• TASK PROMPT
Look below. Copy each line that has "linecap" in it.

[Stored data]
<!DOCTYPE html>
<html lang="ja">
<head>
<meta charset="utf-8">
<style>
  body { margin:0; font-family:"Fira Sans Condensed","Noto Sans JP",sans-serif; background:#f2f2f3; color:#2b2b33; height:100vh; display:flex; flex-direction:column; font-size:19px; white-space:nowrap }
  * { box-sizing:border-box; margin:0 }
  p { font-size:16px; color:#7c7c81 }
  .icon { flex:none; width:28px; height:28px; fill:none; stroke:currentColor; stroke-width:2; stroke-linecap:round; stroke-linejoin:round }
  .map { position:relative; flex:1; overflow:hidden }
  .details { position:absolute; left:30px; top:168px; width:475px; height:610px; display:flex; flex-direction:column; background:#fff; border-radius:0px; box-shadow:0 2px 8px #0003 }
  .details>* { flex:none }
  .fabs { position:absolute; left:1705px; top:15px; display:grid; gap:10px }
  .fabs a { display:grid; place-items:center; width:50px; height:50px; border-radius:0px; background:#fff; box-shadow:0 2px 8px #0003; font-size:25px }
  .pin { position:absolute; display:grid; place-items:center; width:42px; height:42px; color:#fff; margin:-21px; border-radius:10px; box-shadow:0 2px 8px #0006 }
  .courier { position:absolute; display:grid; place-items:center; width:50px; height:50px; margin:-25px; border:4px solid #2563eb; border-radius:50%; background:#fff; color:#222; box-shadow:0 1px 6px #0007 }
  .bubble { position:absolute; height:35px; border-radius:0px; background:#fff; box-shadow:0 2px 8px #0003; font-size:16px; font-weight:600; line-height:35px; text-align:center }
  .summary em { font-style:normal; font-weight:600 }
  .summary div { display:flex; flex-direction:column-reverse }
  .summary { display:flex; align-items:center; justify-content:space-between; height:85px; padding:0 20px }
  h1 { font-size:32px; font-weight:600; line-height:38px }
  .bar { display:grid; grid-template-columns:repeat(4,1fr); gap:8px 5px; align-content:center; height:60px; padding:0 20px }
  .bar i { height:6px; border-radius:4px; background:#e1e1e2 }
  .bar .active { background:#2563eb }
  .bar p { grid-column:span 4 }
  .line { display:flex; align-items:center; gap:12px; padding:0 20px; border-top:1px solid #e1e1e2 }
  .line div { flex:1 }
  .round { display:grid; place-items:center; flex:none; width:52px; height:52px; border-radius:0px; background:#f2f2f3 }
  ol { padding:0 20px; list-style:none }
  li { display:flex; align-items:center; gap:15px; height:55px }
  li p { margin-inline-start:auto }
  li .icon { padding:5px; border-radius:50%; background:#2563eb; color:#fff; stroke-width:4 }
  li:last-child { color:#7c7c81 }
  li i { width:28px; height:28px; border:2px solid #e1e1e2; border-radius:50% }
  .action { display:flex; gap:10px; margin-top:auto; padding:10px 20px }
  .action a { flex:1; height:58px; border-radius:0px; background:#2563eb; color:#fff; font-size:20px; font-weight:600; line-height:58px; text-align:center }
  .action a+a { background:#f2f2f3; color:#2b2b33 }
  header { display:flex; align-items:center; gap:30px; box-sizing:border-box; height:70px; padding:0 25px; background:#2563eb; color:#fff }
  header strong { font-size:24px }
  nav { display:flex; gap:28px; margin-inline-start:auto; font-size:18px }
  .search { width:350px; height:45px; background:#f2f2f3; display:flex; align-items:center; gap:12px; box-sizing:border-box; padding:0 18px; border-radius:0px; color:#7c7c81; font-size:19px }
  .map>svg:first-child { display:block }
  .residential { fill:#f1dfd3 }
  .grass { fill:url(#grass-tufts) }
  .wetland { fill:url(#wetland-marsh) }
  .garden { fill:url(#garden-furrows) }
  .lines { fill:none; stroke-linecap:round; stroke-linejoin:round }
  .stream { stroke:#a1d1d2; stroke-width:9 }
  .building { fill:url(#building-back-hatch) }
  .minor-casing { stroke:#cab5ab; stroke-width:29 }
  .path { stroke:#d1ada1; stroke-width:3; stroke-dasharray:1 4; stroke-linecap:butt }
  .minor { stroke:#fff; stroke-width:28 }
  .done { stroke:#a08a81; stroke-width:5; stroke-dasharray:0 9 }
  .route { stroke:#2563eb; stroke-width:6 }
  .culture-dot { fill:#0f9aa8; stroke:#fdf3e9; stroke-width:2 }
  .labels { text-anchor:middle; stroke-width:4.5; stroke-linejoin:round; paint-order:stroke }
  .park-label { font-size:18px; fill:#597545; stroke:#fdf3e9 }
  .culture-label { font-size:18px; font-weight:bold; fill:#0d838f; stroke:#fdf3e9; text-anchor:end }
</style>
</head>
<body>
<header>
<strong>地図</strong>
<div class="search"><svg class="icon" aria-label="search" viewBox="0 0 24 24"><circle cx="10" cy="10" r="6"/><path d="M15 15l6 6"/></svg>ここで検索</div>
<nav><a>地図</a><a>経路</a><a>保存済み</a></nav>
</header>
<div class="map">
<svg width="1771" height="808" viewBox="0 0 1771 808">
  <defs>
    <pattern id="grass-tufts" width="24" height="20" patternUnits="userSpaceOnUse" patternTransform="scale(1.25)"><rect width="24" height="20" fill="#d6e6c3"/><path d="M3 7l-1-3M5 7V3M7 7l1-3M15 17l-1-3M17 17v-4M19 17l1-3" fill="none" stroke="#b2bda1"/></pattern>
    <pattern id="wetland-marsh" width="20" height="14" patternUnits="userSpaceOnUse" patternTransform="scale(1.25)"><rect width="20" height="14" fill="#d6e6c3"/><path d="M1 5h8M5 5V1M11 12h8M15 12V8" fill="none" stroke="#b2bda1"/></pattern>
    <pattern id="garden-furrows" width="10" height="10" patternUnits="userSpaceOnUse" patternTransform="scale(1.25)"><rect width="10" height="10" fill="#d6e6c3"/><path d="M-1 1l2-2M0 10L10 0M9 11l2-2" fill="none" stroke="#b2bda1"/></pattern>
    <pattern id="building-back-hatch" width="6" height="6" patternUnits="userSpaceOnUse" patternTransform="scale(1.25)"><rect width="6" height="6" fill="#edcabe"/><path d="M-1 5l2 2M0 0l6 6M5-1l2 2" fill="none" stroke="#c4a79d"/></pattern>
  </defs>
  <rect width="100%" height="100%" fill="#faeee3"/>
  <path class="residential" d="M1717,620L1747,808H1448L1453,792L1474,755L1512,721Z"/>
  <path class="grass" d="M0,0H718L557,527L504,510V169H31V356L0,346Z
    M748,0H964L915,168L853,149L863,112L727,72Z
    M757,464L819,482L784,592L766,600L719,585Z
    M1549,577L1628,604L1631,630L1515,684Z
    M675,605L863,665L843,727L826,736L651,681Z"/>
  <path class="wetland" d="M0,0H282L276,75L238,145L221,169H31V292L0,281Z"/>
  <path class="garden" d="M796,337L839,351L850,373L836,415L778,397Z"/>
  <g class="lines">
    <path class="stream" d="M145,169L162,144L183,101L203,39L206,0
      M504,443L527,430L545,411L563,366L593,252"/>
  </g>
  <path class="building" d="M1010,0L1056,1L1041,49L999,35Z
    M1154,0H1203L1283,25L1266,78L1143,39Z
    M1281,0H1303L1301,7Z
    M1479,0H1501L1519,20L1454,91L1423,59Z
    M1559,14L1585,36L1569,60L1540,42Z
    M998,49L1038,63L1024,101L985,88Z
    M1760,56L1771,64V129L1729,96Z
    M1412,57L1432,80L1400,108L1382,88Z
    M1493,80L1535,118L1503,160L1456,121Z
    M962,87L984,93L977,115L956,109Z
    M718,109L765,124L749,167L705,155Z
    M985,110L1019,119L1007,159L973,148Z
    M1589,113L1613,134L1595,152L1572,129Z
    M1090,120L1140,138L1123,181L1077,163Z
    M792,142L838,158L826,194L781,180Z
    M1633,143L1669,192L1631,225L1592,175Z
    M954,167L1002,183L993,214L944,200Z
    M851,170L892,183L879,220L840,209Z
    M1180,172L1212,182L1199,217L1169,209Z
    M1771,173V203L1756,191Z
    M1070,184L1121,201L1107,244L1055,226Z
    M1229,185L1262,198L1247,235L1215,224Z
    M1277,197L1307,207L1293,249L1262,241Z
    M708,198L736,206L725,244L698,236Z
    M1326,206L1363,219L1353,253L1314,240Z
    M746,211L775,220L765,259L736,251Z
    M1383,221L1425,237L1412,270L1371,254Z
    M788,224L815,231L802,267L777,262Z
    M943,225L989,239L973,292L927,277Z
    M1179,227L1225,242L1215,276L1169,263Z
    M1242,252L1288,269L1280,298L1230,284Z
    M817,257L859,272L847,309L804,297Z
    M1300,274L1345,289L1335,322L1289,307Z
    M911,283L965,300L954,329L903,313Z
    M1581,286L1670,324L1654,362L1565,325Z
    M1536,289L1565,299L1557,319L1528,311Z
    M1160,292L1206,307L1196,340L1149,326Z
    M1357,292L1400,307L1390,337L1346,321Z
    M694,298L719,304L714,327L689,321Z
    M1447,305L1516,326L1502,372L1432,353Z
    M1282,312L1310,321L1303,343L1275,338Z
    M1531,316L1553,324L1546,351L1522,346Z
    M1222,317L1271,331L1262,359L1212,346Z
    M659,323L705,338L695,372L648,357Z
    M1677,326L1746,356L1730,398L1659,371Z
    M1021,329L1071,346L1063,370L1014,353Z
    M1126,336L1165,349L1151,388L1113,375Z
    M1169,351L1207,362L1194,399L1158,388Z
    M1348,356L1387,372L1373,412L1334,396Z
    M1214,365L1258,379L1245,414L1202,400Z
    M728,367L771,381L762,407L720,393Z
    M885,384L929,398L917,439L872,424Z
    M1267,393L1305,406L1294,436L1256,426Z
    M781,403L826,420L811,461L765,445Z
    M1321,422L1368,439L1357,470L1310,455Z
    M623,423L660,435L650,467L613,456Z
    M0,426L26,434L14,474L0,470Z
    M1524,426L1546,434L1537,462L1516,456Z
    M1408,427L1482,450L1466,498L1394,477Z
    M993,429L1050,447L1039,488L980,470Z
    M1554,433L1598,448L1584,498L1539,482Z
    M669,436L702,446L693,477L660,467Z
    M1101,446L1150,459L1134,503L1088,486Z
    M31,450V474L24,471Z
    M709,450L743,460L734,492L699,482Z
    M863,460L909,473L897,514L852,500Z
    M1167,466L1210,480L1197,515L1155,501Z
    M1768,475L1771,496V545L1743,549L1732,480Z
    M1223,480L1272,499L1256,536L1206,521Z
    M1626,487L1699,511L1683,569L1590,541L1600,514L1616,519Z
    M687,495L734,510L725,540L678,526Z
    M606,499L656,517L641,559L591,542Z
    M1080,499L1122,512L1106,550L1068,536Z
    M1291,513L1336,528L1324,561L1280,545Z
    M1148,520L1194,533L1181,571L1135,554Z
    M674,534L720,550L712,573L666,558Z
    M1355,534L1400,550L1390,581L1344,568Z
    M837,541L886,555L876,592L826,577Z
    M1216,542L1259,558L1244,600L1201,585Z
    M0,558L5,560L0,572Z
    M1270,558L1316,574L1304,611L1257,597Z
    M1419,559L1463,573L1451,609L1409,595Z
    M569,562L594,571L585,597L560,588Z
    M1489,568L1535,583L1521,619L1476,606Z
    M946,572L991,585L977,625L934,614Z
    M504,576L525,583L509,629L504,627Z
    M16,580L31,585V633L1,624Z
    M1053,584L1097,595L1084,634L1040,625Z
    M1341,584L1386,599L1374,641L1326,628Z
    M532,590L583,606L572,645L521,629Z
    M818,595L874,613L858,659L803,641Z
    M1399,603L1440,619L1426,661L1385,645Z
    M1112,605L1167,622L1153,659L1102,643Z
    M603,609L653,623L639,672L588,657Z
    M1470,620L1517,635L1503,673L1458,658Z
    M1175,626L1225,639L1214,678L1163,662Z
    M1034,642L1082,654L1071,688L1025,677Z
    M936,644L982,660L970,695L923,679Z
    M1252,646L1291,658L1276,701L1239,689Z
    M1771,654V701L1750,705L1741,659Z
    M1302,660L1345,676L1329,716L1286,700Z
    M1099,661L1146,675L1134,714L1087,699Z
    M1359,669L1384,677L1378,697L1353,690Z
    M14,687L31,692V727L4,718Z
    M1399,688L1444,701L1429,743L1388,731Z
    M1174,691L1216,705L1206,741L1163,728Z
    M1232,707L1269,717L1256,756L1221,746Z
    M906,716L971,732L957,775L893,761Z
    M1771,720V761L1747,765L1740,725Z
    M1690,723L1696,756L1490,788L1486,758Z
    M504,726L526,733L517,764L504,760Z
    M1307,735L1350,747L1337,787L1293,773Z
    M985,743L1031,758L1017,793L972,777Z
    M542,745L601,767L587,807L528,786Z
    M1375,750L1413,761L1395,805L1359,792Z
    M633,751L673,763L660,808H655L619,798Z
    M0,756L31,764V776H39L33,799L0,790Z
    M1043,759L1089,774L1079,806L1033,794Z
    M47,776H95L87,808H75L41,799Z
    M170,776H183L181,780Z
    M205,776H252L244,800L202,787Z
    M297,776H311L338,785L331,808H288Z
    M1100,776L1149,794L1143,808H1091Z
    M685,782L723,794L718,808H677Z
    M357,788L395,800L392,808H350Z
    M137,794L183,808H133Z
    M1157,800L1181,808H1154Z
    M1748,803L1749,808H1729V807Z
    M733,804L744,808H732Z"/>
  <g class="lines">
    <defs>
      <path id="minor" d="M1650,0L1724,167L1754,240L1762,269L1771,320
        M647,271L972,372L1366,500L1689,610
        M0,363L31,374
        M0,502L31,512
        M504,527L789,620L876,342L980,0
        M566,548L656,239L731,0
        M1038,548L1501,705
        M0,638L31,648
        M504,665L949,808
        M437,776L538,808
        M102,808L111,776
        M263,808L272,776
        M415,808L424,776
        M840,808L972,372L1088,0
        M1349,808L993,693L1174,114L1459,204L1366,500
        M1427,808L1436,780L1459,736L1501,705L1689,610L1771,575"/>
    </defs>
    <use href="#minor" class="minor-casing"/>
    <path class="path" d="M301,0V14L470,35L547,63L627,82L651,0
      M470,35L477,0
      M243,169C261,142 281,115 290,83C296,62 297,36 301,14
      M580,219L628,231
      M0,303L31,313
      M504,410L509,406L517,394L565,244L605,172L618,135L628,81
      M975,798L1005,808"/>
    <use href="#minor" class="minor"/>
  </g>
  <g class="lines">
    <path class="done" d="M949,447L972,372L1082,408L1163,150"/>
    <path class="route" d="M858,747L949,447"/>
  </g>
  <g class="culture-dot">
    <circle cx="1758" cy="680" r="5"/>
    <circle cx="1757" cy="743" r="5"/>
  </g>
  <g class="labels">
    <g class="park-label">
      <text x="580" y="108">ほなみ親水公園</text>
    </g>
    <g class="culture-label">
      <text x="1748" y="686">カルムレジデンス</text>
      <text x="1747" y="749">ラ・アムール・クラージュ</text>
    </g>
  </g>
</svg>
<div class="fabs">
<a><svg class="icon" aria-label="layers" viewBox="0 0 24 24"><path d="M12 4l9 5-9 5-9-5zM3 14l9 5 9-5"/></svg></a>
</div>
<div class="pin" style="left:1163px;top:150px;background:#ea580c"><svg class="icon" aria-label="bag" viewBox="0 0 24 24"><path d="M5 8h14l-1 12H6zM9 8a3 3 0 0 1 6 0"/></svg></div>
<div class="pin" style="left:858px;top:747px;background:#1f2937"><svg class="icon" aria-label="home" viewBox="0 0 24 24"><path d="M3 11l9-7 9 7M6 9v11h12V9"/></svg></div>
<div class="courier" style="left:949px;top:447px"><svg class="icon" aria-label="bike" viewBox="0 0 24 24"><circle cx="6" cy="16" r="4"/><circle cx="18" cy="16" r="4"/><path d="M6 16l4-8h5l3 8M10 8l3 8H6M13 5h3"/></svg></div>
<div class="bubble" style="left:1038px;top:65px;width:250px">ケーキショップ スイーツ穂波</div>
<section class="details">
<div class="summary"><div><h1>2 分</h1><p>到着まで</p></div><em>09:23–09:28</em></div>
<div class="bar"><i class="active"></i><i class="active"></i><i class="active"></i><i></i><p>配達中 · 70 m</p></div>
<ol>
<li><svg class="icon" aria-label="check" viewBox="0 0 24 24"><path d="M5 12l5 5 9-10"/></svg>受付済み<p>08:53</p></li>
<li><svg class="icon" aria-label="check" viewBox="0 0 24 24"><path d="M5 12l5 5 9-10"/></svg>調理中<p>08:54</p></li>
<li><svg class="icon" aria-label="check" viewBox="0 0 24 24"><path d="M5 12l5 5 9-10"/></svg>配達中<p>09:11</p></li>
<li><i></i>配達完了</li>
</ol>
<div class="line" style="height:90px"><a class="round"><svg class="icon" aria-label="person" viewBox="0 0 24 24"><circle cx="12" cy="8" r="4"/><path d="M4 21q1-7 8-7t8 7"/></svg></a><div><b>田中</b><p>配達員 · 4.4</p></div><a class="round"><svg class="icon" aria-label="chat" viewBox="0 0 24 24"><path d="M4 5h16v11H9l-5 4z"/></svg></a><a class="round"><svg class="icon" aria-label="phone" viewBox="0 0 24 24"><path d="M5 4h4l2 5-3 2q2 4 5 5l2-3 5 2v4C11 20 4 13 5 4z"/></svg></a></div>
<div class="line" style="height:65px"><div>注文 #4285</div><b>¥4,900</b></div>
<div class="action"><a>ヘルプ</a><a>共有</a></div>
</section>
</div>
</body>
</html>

• EXERCISE RESULT
  .icon { flex:none; width:28px; height:28px; fill:none; stroke:currentColor; stroke-width:2; stroke-linecap:round; stroke-linejoin:round }
  .lines { fill:none; stroke-linecap:round; stroke-linejoin:round }
  .path { stroke:#d1ada1; stroke-width:3; stroke-dasharray:1 4; stroke-linecap:butt }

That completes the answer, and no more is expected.